■ What to work on
Every line in the records below with the string "overflow" needs to be copied out.

------------------------------------------------------------

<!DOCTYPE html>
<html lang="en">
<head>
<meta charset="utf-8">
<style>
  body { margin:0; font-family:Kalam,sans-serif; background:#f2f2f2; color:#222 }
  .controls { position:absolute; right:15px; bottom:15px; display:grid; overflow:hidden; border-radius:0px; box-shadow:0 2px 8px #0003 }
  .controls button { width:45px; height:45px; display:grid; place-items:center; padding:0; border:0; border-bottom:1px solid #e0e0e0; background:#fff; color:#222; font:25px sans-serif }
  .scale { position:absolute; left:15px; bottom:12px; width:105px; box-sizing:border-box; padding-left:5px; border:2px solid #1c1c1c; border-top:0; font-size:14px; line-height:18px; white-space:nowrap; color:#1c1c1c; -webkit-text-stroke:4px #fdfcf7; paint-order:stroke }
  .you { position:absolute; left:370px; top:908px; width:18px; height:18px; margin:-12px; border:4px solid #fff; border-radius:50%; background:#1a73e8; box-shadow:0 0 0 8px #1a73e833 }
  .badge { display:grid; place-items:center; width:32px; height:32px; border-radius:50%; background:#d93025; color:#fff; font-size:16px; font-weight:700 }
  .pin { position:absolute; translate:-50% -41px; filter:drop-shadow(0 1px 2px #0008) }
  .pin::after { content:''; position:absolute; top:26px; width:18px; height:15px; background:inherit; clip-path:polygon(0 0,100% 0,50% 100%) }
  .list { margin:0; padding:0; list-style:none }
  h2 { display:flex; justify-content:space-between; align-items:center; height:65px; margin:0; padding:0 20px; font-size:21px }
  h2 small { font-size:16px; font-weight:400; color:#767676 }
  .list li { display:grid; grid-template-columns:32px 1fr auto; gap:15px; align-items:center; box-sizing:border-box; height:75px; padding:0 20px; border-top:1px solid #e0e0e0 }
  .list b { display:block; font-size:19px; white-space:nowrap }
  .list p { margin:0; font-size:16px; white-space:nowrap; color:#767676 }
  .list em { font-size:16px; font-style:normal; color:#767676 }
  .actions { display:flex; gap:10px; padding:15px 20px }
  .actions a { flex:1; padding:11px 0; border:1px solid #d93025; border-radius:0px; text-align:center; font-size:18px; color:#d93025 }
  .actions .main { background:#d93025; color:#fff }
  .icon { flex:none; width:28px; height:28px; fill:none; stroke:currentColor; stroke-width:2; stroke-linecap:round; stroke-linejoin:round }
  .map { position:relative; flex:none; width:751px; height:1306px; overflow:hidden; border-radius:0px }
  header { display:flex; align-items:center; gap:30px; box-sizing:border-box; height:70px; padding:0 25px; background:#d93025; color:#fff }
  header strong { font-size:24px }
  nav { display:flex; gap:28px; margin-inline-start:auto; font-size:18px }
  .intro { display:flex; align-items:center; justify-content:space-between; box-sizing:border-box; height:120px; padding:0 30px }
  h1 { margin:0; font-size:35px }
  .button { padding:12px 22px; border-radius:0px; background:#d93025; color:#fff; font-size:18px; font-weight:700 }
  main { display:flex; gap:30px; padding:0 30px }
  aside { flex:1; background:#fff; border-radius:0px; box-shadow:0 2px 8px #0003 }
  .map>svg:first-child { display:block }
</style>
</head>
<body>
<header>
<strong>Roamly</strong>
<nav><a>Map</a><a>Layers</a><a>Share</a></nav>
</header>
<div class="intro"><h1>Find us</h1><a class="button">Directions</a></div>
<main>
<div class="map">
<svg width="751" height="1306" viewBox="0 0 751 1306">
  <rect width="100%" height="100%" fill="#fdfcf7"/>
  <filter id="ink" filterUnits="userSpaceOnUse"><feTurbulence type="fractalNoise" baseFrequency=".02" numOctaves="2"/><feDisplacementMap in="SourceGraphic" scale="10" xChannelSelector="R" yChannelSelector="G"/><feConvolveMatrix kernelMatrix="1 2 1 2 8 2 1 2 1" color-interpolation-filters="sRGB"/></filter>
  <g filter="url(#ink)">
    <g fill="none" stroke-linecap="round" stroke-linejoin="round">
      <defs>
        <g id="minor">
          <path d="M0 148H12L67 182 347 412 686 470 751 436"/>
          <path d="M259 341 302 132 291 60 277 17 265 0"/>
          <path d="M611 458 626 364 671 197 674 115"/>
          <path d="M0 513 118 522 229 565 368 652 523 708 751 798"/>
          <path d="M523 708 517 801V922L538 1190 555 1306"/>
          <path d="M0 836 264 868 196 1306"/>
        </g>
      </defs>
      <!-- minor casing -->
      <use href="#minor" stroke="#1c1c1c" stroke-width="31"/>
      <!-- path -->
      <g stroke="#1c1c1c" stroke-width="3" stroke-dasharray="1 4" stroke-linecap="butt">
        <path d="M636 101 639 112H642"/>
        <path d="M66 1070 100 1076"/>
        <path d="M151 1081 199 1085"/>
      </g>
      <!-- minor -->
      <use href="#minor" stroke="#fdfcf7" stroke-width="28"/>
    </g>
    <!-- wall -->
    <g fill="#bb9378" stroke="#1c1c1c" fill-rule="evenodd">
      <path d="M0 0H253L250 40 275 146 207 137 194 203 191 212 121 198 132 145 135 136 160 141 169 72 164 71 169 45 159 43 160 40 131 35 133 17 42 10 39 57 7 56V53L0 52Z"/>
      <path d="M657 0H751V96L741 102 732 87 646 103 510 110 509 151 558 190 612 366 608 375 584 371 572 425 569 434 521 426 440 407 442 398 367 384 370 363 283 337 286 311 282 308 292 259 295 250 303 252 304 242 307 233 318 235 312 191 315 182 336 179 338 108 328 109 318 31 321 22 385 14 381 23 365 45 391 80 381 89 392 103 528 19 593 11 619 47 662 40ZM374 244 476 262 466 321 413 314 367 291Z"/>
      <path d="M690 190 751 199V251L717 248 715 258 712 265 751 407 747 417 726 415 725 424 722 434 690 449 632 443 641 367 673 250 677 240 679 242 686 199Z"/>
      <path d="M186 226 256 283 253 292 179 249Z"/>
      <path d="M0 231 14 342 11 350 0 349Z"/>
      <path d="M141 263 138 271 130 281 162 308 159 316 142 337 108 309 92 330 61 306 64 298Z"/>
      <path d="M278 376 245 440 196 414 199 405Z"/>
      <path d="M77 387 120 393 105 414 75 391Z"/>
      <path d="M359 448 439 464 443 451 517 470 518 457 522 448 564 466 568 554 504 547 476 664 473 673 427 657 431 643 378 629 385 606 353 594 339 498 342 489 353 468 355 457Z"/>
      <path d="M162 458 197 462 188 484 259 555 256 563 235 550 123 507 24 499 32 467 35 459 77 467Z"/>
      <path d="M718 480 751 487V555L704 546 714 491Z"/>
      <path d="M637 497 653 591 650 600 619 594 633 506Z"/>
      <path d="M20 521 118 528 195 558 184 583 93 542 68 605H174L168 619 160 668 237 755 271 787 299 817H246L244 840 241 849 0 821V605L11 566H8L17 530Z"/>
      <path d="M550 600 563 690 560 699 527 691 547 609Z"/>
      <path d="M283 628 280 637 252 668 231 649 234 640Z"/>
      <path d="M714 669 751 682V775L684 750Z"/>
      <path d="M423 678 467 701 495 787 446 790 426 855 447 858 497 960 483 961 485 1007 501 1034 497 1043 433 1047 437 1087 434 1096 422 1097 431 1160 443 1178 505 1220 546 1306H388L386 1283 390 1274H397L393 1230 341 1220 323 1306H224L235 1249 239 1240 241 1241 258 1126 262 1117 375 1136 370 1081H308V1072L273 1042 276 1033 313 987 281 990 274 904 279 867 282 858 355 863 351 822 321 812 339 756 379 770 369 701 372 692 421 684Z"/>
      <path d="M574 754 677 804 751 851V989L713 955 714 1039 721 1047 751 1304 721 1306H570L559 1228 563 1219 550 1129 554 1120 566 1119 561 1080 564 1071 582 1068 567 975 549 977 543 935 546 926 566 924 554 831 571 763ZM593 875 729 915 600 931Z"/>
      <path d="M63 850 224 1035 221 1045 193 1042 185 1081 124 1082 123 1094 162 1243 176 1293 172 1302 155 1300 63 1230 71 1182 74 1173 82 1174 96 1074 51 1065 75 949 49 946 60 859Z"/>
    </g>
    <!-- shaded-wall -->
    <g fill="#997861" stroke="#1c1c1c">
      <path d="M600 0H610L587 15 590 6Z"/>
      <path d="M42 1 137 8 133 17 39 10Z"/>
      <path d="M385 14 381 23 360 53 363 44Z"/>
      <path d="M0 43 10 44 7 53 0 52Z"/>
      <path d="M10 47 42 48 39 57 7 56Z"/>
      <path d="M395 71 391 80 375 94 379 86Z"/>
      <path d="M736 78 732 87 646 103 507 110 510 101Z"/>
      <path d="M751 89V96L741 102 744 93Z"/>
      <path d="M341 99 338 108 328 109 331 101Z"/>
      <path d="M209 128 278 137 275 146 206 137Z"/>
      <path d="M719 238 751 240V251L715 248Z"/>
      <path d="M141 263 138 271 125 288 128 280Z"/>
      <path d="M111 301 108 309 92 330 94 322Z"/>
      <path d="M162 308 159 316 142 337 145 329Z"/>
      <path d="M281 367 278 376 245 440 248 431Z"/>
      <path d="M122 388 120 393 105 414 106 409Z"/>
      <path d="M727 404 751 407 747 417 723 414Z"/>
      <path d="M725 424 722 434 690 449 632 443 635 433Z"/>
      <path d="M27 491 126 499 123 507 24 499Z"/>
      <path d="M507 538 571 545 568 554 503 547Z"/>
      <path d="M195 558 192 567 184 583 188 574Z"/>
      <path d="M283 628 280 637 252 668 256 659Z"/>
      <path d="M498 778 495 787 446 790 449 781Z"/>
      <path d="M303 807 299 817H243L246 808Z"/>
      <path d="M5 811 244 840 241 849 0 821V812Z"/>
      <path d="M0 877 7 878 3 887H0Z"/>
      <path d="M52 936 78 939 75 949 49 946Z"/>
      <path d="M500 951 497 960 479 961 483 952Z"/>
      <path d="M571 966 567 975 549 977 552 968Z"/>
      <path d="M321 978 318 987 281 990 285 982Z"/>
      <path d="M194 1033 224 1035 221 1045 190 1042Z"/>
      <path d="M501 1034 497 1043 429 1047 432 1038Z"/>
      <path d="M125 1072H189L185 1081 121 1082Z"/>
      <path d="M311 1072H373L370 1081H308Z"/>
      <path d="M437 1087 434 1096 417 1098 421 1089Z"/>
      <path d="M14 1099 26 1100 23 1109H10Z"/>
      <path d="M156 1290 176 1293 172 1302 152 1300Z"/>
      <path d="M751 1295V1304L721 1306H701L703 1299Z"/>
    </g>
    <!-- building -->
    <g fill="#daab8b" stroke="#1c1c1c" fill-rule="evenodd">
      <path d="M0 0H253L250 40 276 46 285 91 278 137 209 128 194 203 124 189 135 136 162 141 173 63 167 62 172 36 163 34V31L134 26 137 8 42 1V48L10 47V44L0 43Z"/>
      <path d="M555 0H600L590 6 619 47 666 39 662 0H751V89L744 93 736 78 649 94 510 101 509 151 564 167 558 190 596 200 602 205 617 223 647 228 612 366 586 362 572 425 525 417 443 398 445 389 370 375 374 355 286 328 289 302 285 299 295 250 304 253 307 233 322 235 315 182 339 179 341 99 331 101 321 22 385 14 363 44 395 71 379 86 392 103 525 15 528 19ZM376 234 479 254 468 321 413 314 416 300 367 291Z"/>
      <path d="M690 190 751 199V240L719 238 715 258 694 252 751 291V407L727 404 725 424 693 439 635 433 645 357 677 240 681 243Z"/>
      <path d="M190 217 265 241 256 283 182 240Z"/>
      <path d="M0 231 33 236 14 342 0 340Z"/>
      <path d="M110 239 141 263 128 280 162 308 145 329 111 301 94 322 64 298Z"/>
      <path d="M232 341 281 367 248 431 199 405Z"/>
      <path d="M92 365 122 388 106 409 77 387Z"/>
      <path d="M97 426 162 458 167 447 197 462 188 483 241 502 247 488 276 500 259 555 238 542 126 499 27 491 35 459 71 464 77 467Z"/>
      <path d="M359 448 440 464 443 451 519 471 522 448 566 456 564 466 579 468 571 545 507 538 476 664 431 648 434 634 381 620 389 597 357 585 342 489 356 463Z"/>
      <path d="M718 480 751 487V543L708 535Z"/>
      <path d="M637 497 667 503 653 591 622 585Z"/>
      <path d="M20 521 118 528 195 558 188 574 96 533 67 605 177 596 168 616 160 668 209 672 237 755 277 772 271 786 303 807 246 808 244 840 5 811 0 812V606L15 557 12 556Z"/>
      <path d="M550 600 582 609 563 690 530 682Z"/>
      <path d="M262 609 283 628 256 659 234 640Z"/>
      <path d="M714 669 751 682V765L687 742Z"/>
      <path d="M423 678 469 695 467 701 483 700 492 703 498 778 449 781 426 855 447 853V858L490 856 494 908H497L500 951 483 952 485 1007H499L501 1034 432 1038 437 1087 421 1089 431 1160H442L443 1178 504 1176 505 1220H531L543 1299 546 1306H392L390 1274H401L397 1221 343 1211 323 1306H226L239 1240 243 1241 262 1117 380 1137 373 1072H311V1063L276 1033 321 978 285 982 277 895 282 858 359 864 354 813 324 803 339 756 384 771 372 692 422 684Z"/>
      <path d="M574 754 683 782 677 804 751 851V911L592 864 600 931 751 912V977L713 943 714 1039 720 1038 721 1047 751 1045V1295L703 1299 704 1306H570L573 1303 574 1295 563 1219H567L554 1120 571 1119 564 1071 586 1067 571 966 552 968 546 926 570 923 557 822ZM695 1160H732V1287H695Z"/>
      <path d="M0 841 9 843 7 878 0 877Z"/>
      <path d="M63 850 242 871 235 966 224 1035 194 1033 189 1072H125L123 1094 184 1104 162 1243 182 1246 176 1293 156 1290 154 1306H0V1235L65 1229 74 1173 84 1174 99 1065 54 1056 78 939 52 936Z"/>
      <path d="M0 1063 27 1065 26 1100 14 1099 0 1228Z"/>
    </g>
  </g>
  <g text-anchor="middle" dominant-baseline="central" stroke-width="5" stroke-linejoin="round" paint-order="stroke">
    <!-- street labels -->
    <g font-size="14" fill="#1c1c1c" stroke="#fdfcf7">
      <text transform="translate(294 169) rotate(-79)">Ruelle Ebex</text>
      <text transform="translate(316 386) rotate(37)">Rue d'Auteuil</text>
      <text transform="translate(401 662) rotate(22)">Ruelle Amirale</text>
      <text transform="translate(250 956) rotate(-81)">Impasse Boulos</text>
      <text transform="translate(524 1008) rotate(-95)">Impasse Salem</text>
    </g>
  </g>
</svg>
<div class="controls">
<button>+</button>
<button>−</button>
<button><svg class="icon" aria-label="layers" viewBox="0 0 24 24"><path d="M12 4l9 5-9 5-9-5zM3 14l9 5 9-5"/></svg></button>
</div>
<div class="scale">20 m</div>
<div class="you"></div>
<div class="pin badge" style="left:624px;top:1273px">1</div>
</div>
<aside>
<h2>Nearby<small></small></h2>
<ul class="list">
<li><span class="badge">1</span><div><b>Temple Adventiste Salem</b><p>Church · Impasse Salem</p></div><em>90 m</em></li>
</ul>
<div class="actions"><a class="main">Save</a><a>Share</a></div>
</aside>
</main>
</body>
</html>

------------------------------------------------------------

■ Finished exercise
  .controls { position:absolute; right:15px; bottom:15px; display:grid; overflow:hidden; border-radius:0px; box-shadow:0 2px 8px #0003 }
  .map { position:relative; flex:none; width:751px; height:1306px; overflow:hidden; border-radius:0px }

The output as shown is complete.